Below are records to be copied exactly; their pictures are to be omitted.

Supplied information:
== Segment start ==
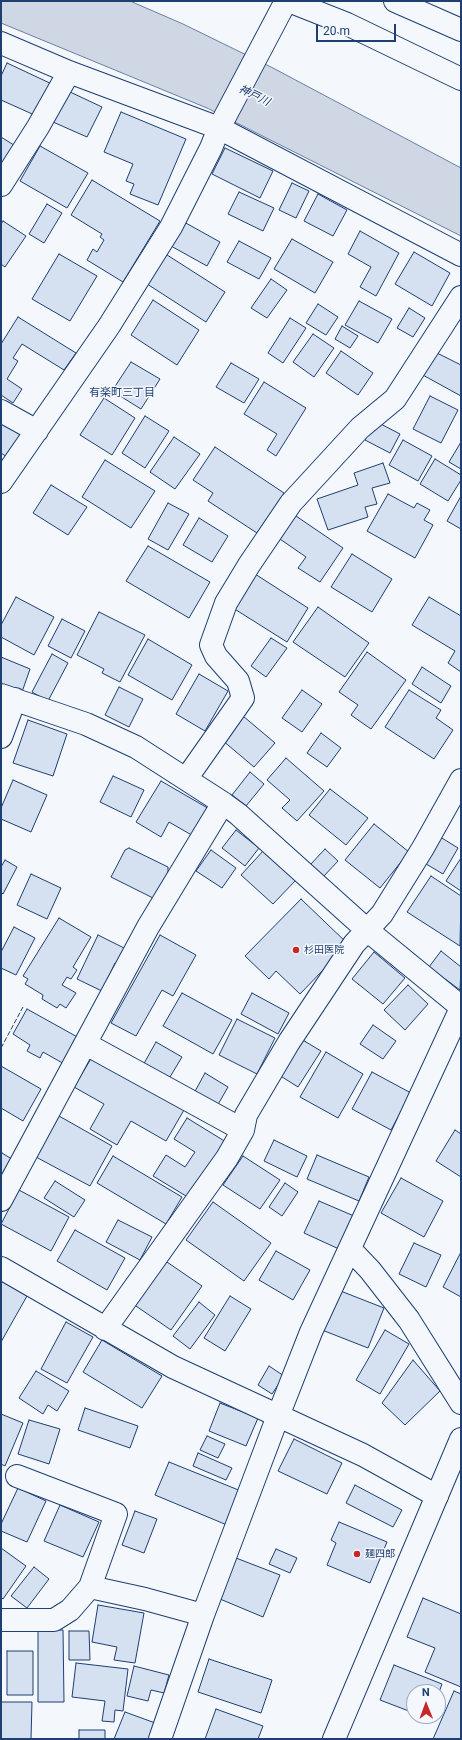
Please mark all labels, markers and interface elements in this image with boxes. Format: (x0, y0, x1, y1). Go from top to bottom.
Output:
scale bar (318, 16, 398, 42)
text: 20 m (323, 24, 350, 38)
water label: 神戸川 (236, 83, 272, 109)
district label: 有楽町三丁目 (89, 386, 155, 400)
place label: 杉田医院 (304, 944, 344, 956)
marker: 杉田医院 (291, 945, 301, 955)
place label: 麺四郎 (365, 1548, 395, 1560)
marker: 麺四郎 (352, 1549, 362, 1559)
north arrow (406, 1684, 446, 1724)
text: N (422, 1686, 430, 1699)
== Segment end ==
Solved problem:
Please mark all labels, markers and interface elements in this image with boxes. Format: (x0, y0, x1, y1). Go from top to bottom.
Output:
scale bar (318, 16, 398, 42)
text: 20 m (323, 24, 350, 38)
water label: 神戸川 (236, 83, 272, 109)
district label: 有楽町三丁目 (89, 386, 155, 400)
place label: 杉田医院 (304, 944, 344, 956)
marker: 杉田医院 (291, 945, 301, 955)
place label: 麺四郎 (365, 1548, 395, 1560)
marker: 麺四郎 (352, 1549, 362, 1559)
north arrow (406, 1684, 446, 1724)
text: N (422, 1686, 430, 1699)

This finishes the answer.